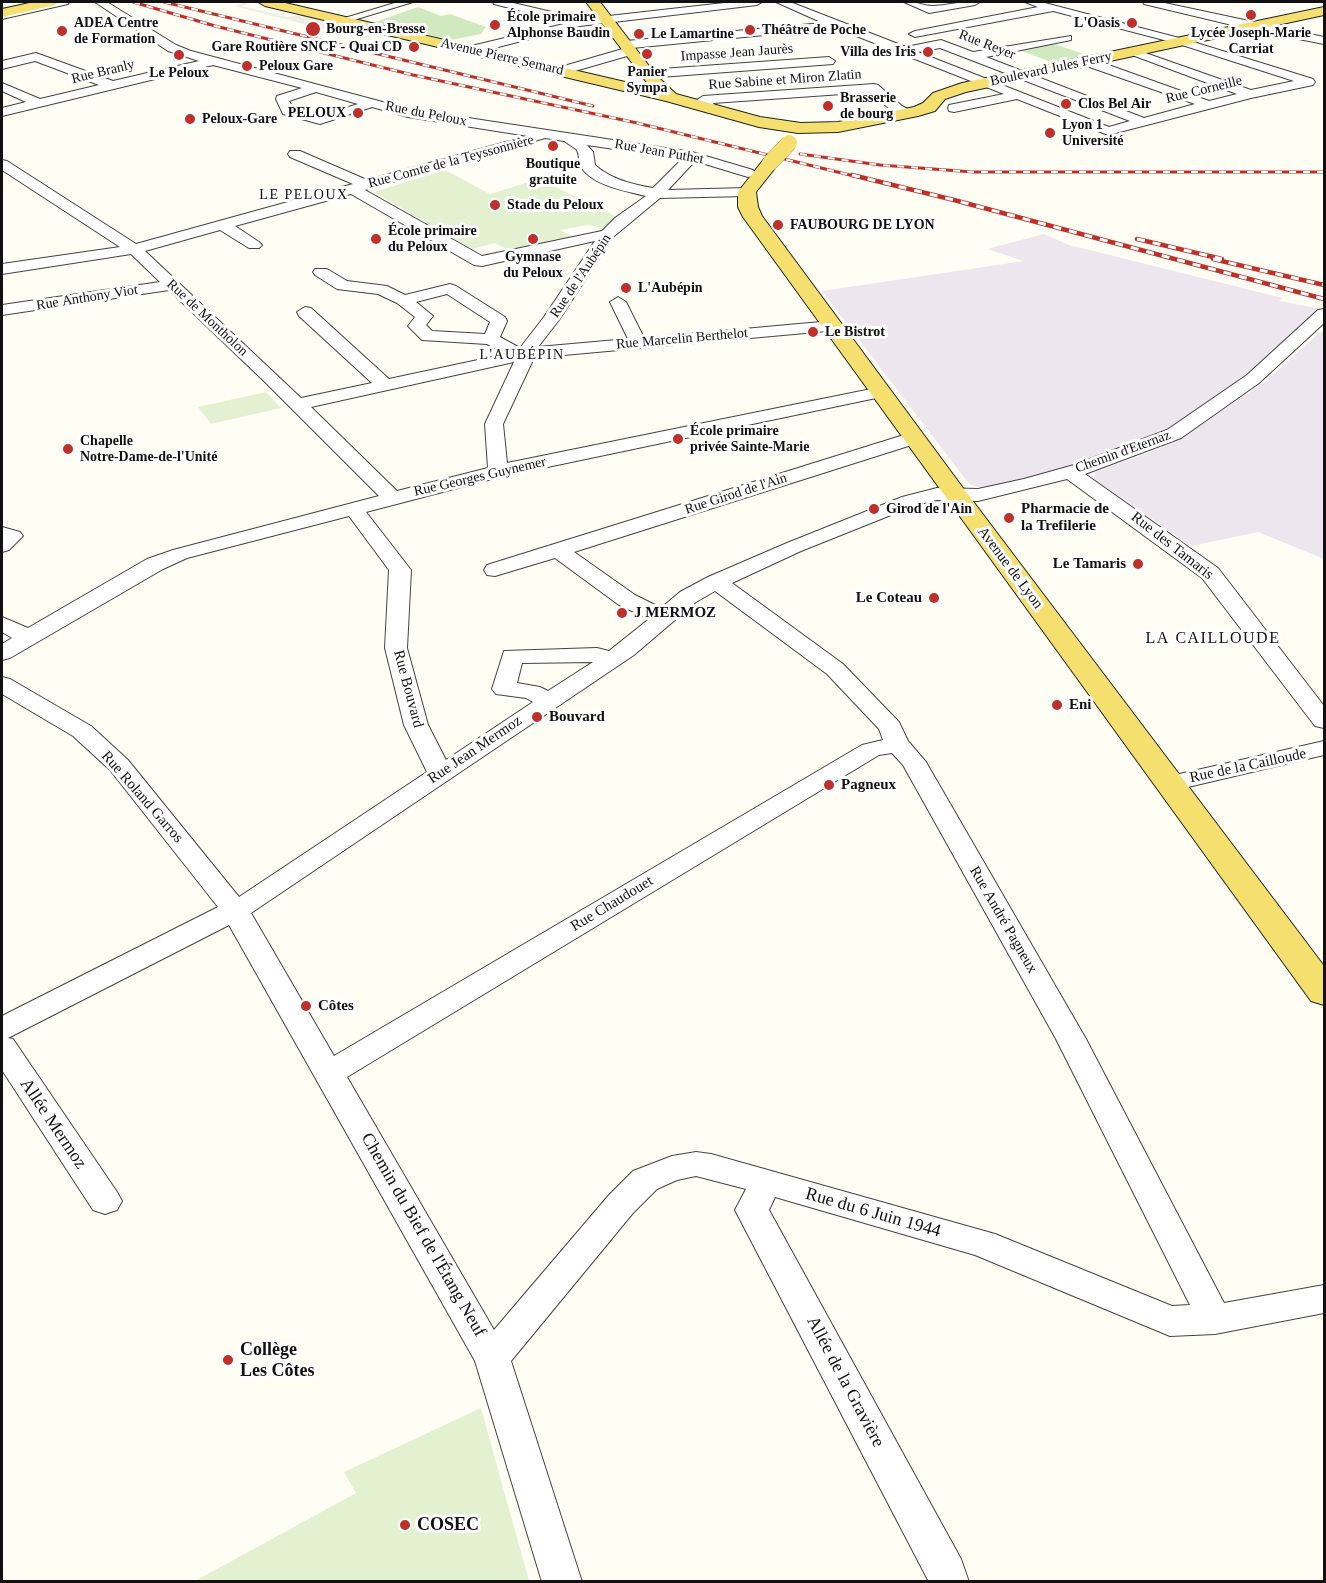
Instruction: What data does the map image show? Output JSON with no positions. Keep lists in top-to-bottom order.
{
  "streets": {
    "main road": ["Avenue Pierre Semard", "Boulevard Jules Ferry", "Avenue de Lyon"],
    "street": [
      "Rue Reyer",
      "Impasse Jean Jaurès",
      "Rue Branly",
      "Rue Sabine et Miron Zlatin",
      "Rue Corneille",
      "Rue du Peloux",
      "Rue Jean Puthet",
      "Rue Comte de la Teyssonnière",
      "Rue de l'Aubépin",
      "Rue Anthony Viot",
      "Rue de Montholon",
      "Rue Marcelin Berthelot",
      "Chemin d'Eternaz",
      "Rue Georges Guynemer",
      "Rue Girod de l'Ain",
      "Rue des Tamaris",
      "Rue Bouvard",
      "Rue Jean Mermoz",
      "Rue de la Cailloude",
      "Rue Roland Garros",
      "Rue Chaudouet",
      "Rue André Pagneux",
      "Allée Mermoz",
      "Rue du 6 Juin 1944",
      "Chemin du Bief de l'Étang Neuf",
      "Allée de la Gravière"
    ]
  },
  "crossings": [
    ["Rue Reyer", "Boulevard Jules Ferry"],
    ["Rue Reyer", "Rue Corneille"],
    ["Impasse Jean Jaurès", "Avenue Pierre Semard"],
    ["Avenue Pierre Semard", "Boulevard Jules Ferry"],
    ["Avenue Pierre Semard", "Rue Sabine et Miron Zlatin"],
    ["Boulevard Jules Ferry", "Rue Sabine et Miron Zlatin"],
    ["Rue Branly", "Rue du Peloux"],
    ["Rue du Peloux", "Rue Jean Puthet"],
    ["Rue du Peloux", "Rue Comte de la Teyssonnière"],
    ["Rue Jean Puthet", "Rue de l'Aubépin"],
    ["Rue Jean Puthet", "Avenue de Lyon"],
    ["Rue Comte de la Teyssonnière", "Rue de Montholon"],
    ["Rue de l'Aubépin", "Rue Marcelin Berthelot"],
    ["Rue de l'Aubépin", "Rue Georges Guynemer"],
    ["Rue Anthony Viot", "Rue de Montholon"],
    ["Rue de Montholon", "Rue Marcelin Berthelot"],
    ["Rue de Montholon", "Rue Georges Guynemer"],
    ["Rue Marcelin Berthelot", "Avenue de Lyon"],
    ["Chemin d'Eternaz", "Rue des Tamaris"],
    ["Chemin d'Eternaz", "Avenue de Lyon"],
    ["Chemin d'Eternaz", "Rue Jean Mermoz"],
    ["Rue Georges Guynemer", "Avenue de Lyon"],
    ["Rue Georges Guynemer", "Rue Bouvard"],
    ["Rue Girod de l'Ain", "Avenue de Lyon"],
    ["Avenue de Lyon", "Rue Jean Mermoz"],
    ["Avenue de Lyon", "Rue de la Cailloude"],
    ["Rue Bouvard", "Rue Jean Mermoz"],
    ["Rue Jean Mermoz", "Rue Roland Garros"],
    ["Rue Jean Mermoz", "Rue André Pagneux"],
    ["Rue Jean Mermoz", "Chemin du Bief de l'Étang Neuf"],
    ["Rue Roland Garros", "Chemin du Bief de l'Étang Neuf"],
    ["Rue Chaudouet", "Rue André Pagneux"],
    ["Rue Chaudouet", "Chemin du Bief de l'Étang Neuf"],
    ["Rue André Pagneux", "Rue du 6 Juin 1944"],
    ["Rue du 6 Juin 1944", "Chemin du Bief de l'Étang Neuf"],
    ["Rue du 6 Juin 1944", "Allée de la Gravière"]
  ],
  "districts": ["LE PELOUX", "L'AUBÉPIN", "LA CAILLOUDE"],
  "places": [
    "Lycée Joseph-Marie Carriat",
    "L'Oasis",
    "École primaire Alphonse Baudin",
    "Bourg-en-Bresse",
    "Théâtre de Poche",
    "ADEA Centre de Formation",
    "Le Lamartine",
    "Gare Routière SNCF - Quai CD",
    "Villa des Iris",
    "Panier Sympa",
    "Le Peloux",
    "Peloux Gare",
    "Clos Bel Air",
    "Brasserie de bourg",
    "PELOUX",
    "Peloux-Gare",
    "Lyon 1 Université",
    "Boutique gratuite",
    "Stade du Peloux",
    "FAUBOURG DE LYON",
    "École primaire du Peloux",
    "Gymnase du Peloux",
    "L'Aubépin",
    "Le Bistrot",
    "École primaire privée Sainte-Marie",
    "Chapelle Notre-Dame-de-l'Unité",
    "Girod de l'Ain",
    "Pharmacie de la Trefilerie",
    "Le Tamaris",
    "Le Coteau",
    "J MERMOZ",
    "Eni",
    "Bouvard",
    "Pagneux",
    "Côtes",
    "Collège Les Côtes",
    "COSEC"
  ]
}
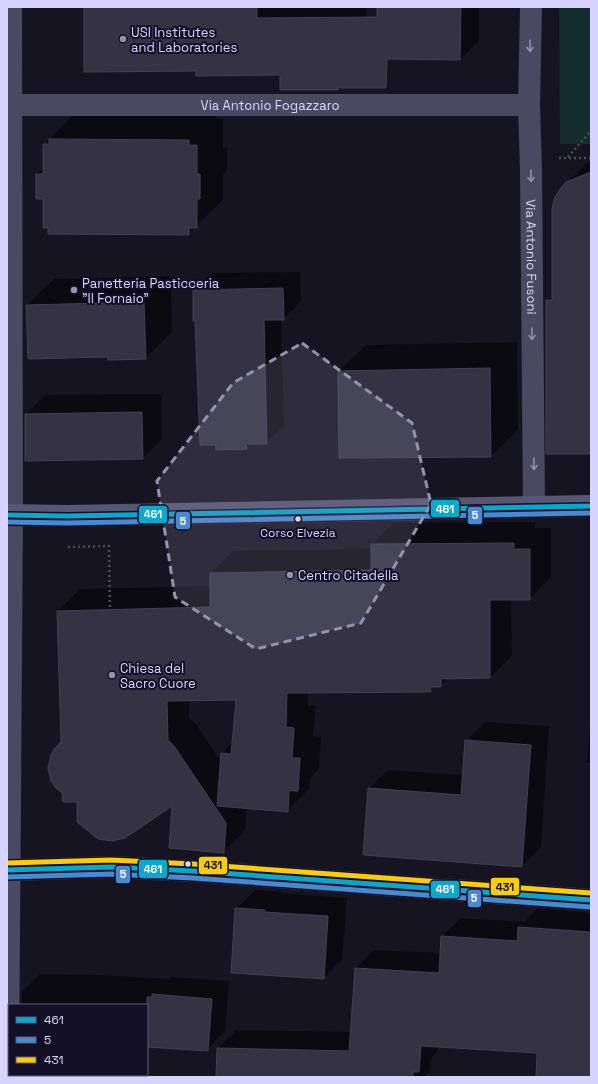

- - -

_WHAT IS EXPECTED:_
The records above are to be quoted exactly, with all pictures left out.

_SOLUTION FOR THIS PROBLEM:_
Instruction: What data does the map image show? Output JSON with no positions. Keep lists in top-to-bottom order.
{
  "streets": {
    "main road": ["Avenue Pierre Semard", "Boulevard Jules Ferry", "Avenue de Lyon"],
    "street": [
      "Rue Reyer",
      "Impasse Jean Jaurès",
      "Rue Branly",
      "Rue Sabine et Miron Zlatin",
      "Rue Corneille",
      "Rue du Peloux",
      "Rue Jean Puthet",
      "Rue Comte de la Teyssonnière",
      "Rue de l'Aubépin",
      "Rue Anthony Viot",
      "Rue de Montholon",
      "Rue Marcelin Berthelot",
      "Chemin d'Eternaz",
      "Rue Georges Guynemer",
      "Rue Girod de l'Ain",
      "Rue des Tamaris",
      "Rue Bouvard",
      "Rue Jean Mermoz",
      "Rue de la Cailloude",
      "Rue Roland Garros",
      "Rue Chaudouet",
      "Rue André Pagneux",
      "Allée Mermoz",
      "Rue du 6 Juin 1944",
      "Chemin du Bief de l'Étang Neuf",
      "Allée de la Gravière"
    ]
  },
  "crossings": [
    ["Rue Reyer", "Boulevard Jules Ferry"],
    ["Rue Reyer", "Rue Corneille"],
    ["Impasse Jean Jaurès", "Avenue Pierre Semard"],
    ["Avenue Pierre Semard", "Boulevard Jules Ferry"],
    ["Avenue Pierre Semard", "Rue Sabine et Miron Zlatin"],
    ["Boulevard Jules Ferry", "Rue Sabine et Miron Zlatin"],
    ["Rue Branly", "Rue du Peloux"],
    ["Rue du Peloux", "Rue Jean Puthet"],
    ["Rue du Peloux", "Rue Comte de la Teyssonnière"],
    ["Rue Jean Puthet", "Rue de l'Aubépin"],
    ["Rue Jean Puthet", "Avenue de Lyon"],
    ["Rue Comte de la Teyssonnière", "Rue de Montholon"],
    ["Rue de l'Aubépin", "Rue Marcelin Berthelot"],
    ["Rue de l'Aubépin", "Rue Georges Guynemer"],
    ["Rue Anthony Viot", "Rue de Montholon"],
    ["Rue de Montholon", "Rue Marcelin Berthelot"],
    ["Rue de Montholon", "Rue Georges Guynemer"],
    ["Rue Marcelin Berthelot", "Avenue de Lyon"],
    ["Chemin d'Eternaz", "Rue des Tamaris"],
    ["Chemin d'Eternaz", "Avenue de Lyon"],
    ["Chemin d'Eternaz", "Rue Jean Mermoz"],
    ["Rue Georges Guynemer", "Avenue de Lyon"],
    ["Rue Georges Guynemer", "Rue Bouvard"],
    ["Rue Girod de l'Ain", "Avenue de Lyon"],
    ["Avenue de Lyon", "Rue Jean Mermoz"],
    ["Avenue de Lyon", "Rue de la Cailloude"],
    ["Rue Bouvard", "Rue Jean Mermoz"],
    ["Rue Jean Mermoz", "Rue Roland Garros"],
    ["Rue Jean Mermoz", "Rue André Pagneux"],
    ["Rue Jean Mermoz", "Chemin du Bief de l'Étang Neuf"],
    ["Rue Roland Garros", "Chemin du Bief de l'Étang Neuf"],
    ["Rue Chaudouet", "Rue André Pagneux"],
    ["Rue Chaudouet", "Chemin du Bief de l'Étang Neuf"],
    ["Rue André Pagneux", "Rue du 6 Juin 1944"],
    ["Rue du 6 Juin 1944", "Chemin du Bief de l'Étang Neuf"],
    ["Rue du 6 Juin 1944", "Allée de la Gravière"]
  ],
  "districts": ["LE PELOUX", "L'AUBÉPIN", "LA CAILLOUDE"],
  "places": [
    "Lycée Joseph-Marie Carriat",
    "L'Oasis",
    "École primaire Alphonse Baudin",
    "Bourg-en-Bresse",
    "Théâtre de Poche",
    "ADEA Centre de Formation",
    "Le Lamartine",
    "Gare Routière SNCF - Quai CD",
    "Villa des Iris",
    "Panier Sympa",
    "Le Peloux",
    "Peloux Gare",
    "Clos Bel Air",
    "Brasserie de bourg",
    "PELOUX",
    "Peloux-Gare",
    "Lyon 1 Université",
    "Boutique gratuite",
    "Stade du Peloux",
    "FAUBOURG DE LYON",
    "École primaire du Peloux",
    "Gymnase du Peloux",
    "L'Aubépin",
    "Le Bistrot",
    "École primaire privée Sainte-Marie",
    "Chapelle Notre-Dame-de-l'Unité",
    "Girod de l'Ain",
    "Pharmacie de la Trefilerie",
    "Le Tamaris",
    "Le Coteau",
    "J MERMOZ",
    "Eni",
    "Bouvard",
    "Pagneux",
    "Côtes",
    "Collège Les Côtes",
    "COSEC"
  ]
}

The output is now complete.